### [WHAT YOU WILL DO]
Should pictures appear among the records, leave them out, and copy exactly only the lines from the first through the one with "height:2px; margin:-1px; padding:0", inclusive.

### [SOURCE INFORMATION]
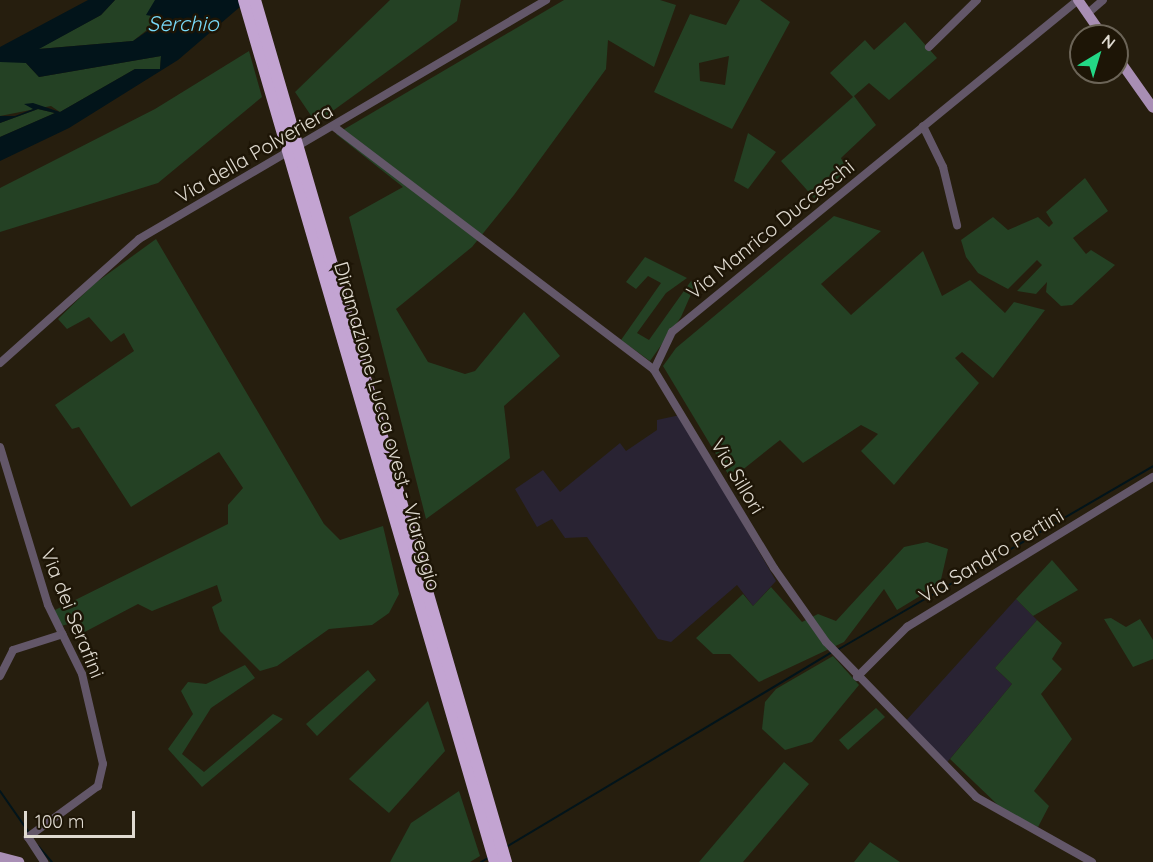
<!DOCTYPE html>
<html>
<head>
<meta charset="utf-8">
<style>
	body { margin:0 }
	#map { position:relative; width:1153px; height:862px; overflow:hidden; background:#261e0e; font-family:Quicksand,sans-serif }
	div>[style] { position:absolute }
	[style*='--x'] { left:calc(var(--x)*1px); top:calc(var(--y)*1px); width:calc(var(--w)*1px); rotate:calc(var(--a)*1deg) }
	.industrial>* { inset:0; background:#292333 }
	.green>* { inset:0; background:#244124 }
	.water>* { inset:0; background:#02141a }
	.stream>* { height:2px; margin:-1px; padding:0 1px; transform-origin:1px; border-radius:1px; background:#02141a }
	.minor>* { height:8px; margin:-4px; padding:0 4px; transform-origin:4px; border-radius:4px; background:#635769 }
	.major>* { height:10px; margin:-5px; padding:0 5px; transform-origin:5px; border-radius:5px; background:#a88eb4 }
	.highway>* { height:12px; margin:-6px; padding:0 6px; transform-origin:6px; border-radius:6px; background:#c3a4d2 }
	span { translate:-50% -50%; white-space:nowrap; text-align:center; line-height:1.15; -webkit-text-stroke:5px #1d1506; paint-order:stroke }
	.street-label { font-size:20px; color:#e0dbd1 }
	.water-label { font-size:21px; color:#79dcfb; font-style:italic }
	.north { position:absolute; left:1069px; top:24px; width:60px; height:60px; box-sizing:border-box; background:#1d1506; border:2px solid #6b6457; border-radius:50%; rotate:38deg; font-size:16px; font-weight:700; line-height:24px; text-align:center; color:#e0dbd1 }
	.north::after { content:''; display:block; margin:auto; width:21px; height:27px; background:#23d886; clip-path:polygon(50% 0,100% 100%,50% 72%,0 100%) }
	.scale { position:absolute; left:24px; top:811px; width:111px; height:27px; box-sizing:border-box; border:3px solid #e0dbd1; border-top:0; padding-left:8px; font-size:18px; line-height:21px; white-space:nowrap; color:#e0dbd1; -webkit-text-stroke:4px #1d1506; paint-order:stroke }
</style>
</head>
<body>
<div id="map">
	<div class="industrial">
		<div style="clip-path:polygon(680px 415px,776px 581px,753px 606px,737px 585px,671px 642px,658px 639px,587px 537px,565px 538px,552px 519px,537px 527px,515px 489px,543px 470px,560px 492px,620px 443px,626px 451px,657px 430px,657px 420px)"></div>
		<div style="clip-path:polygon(1016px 599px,1037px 620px,995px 668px,1012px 684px,944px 766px,903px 724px)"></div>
	</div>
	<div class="green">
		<div style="clip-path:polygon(115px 0,155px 0,162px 18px,133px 41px,38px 49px,101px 15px)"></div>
		<div style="clip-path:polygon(390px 0,461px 0,457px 21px,316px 123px,295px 92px)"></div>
		<div style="clip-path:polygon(564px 0,660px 0,676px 5px,654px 67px,608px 40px,606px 69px,514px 195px,472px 247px,396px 309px,428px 362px,465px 374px,475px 371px,524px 312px,560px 356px,504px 406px,510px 458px,426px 519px,349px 217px,403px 187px,336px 134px)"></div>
		<div style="clip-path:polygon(evenodd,740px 0,760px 0,790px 22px,732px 129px,654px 92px,690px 14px,726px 25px,740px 0,729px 56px,725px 85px,700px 81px,699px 63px,729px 56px)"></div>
		<div style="clip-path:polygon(905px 22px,937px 58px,889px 100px,869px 83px,854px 96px,876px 125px,841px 158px,847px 170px,815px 199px,781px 161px,853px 97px,830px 73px,865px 40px,874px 50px)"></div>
		<div style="clip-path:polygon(249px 51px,262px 97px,158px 183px,0 232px,0 188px,155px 109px)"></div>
		<div style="clip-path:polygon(161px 56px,160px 69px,135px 69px,60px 112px,51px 106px,0 116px,0 62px,7px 58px,26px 63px,39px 77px)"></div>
		<div style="clip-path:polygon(38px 109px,55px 113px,0 137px,0 123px)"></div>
		<div style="clip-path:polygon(748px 133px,776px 152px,748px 189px,734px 181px)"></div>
		<div style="clip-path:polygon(1085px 178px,1108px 211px,1073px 238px,1086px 254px,1091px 250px,1115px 265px,1072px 305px,1061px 306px,1046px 292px,1047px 282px,1036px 294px,1017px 291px,1042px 265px,1037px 260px,1008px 289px,978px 273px,966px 257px,961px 240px,993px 217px,1008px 230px,1038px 217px,1049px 227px,1053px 223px,1046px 212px)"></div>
		<div style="clip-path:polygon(834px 216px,881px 231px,821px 284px,851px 315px,923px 251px,942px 296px,970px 280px,1005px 313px,1014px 302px,1045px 310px,993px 378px,962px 352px,955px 358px,979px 383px,894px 485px,861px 451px,878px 434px,861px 425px,803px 463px,780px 440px,731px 479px,663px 366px,676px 348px)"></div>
		<div style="clip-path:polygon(156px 239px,324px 524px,340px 540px,383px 526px,399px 594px,389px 613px,372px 625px,329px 629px,277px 666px,260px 671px,220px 631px,212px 607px,222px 601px,217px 585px,152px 611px,138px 604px,77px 636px,72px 623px,61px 626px,53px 611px,228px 524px,228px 505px,243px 488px,219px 452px,131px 507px,79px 427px,72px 429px,55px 405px,134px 351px,124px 333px,111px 342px,89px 317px,67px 329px,58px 319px,94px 284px)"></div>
		<div style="clip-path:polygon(645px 257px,687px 278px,666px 293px,637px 333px,649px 340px,691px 281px,696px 283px,681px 317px,650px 361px,621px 340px,661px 283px,648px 276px,636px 289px,626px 282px)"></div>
		<div style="clip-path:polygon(927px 542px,948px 549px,940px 584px,897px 610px,884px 589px,844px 642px,759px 682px,730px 654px,713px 654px,696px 638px,743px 594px,753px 606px,771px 587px,802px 622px,818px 614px,836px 621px,904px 547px)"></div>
		<div style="clip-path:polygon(1052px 560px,1078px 590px,1033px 616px,1016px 599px)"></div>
		<div style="clip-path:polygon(1111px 618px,1126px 627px,1140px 619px,1153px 640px,1153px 659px,1133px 667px,1104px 619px)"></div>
		<div style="clip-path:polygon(1037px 620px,1062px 643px,1052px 659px,1062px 669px,1041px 694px,1072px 739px,1034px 791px,1049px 806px,1038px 827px,1002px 809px,950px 759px,1012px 684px,995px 668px)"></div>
		<div style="clip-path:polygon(833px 656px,859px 685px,812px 742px,785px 750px,762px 729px,765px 702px,776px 689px)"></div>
		<div style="clip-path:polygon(245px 665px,255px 678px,211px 708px,182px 754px,204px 772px,273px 714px,283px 719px,202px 787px,168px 749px,193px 714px,181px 691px,188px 682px,206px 684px)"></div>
		<div style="clip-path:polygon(368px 670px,376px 680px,317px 736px,306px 724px)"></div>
		<div style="clip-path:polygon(428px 701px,445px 751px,389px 813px,349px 779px)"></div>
		<div style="clip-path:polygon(876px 708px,885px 717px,848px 750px,839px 740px)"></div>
		<div style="clip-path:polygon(784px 762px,809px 784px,743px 862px,699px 862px)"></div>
		<div style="clip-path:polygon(459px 791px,480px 856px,470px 862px,390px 862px,411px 823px)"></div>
		<div style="clip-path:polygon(870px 842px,900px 862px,854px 862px)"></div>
	</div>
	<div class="water">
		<div style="clip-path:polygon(88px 0,115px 0,101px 15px,39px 49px,133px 41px,159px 23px,162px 18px,146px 15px,155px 0,248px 0,178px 60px,69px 128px,0 161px,0 137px,55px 113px,38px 109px,0 123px,0 116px,15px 116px,33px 109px,24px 104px,33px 103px,60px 112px,135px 69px,160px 69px,161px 56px,39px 77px,26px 63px,0 62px,0 47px)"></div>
	</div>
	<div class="stream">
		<div style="--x:839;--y:649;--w:363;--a:-30.2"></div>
		<div style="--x:0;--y:791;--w:52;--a:55.1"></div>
		<div style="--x:38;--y:846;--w:21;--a:49"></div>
		<div style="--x:508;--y:846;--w:376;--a:-30.9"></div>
		<div style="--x:481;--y:862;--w:8;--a:-30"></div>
	</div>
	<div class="minor">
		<div style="--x:1087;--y:14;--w:21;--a:-41"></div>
		<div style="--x:929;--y:47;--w:67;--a:-44.4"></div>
		<div style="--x:333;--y:126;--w:403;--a:37.2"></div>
		<div style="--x:654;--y:370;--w:232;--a:58.8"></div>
		<div style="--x:774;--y:568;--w:90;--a:54.9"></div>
		<div style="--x:826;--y:642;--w:216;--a:45.9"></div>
		<div style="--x:976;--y:797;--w:133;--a:29.3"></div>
		<div style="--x:923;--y:126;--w:46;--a:64"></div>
		<div style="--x:943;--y:167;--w:60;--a:76.4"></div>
		<div style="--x:0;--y:363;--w:186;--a:-41.7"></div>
		<div style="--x:139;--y:239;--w:472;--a:-30.4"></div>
		<div style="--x:654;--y:370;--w:42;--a:-64.7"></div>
		<div style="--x:672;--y:332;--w:524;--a:-39.27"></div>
		<div style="--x:0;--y:447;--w:165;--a:73.1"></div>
		<div style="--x:48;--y:605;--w:77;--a:63.8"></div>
		<div style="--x:82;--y:674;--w:92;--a:76.9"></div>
		<div style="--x:103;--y:764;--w:23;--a:103"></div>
		<div style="--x:98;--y:786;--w:87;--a:143.9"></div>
		<div style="--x:28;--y:837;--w:30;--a:57"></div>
		<div style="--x:0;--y:676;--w:29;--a:-63"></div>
		<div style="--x:13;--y:650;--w:52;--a:-17.7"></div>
		<div style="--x:857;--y:677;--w:71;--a:-45"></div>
		<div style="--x:907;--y:627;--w:288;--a:-31.4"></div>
	</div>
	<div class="major">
		<div style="--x:1078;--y:0;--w:44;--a:55.2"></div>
		<div style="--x:1117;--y:57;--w:62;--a:54.8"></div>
		<div style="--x:0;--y:857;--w:20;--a:15"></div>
	</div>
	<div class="highway">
		<div style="--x:244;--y:0;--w:898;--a:73.77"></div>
		<div style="--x:255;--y:0;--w:898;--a:73.77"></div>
	</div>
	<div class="street-label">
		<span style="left:254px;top:153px;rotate:-30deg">Via della Polveriera</span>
		<span style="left:770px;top:229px;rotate:-39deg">Via Manrico Ducceschi</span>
		<span style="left:388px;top:426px;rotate:74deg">Diramazione Lucca ovest - Viareggio</span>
		<span style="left:738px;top:476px;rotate:59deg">Via Sillori</span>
		<span style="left:991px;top:555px;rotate:-31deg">Via Sandro Pertini</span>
		<span style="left:73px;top:613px;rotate:68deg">Via dei Serafini</span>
	</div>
	<div class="water-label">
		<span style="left:183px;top:23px">Serchio</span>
	</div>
	<div class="north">N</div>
	<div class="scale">100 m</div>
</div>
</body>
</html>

### [COMPLETED TASK]
<!DOCTYPE html>
<html>
<head>
<meta charset="utf-8">
<style>
	body { margin:0 }
	#map { position:relative; width:1153px; height:862px; overflow:hidden; background:#261e0e; font-family:Quicksand,sans-serif }
	div>[style] { position:absolute }
	[style*='--x'] { left:calc(var(--x)*1px); top:calc(var(--y)*1px); width:calc(var(--w)*1px); rotate:calc(var(--a)*1deg) }
	.industrial>* { inset:0; background:#292333 }
	.green>* { inset:0; background:#244124 }
	.water>* { inset:0; background:#02141a }
	.stream>* { height:2px; margin:-1px; padding:0 1px; transform-origin:1px; border-radius:1px; background:#02141a }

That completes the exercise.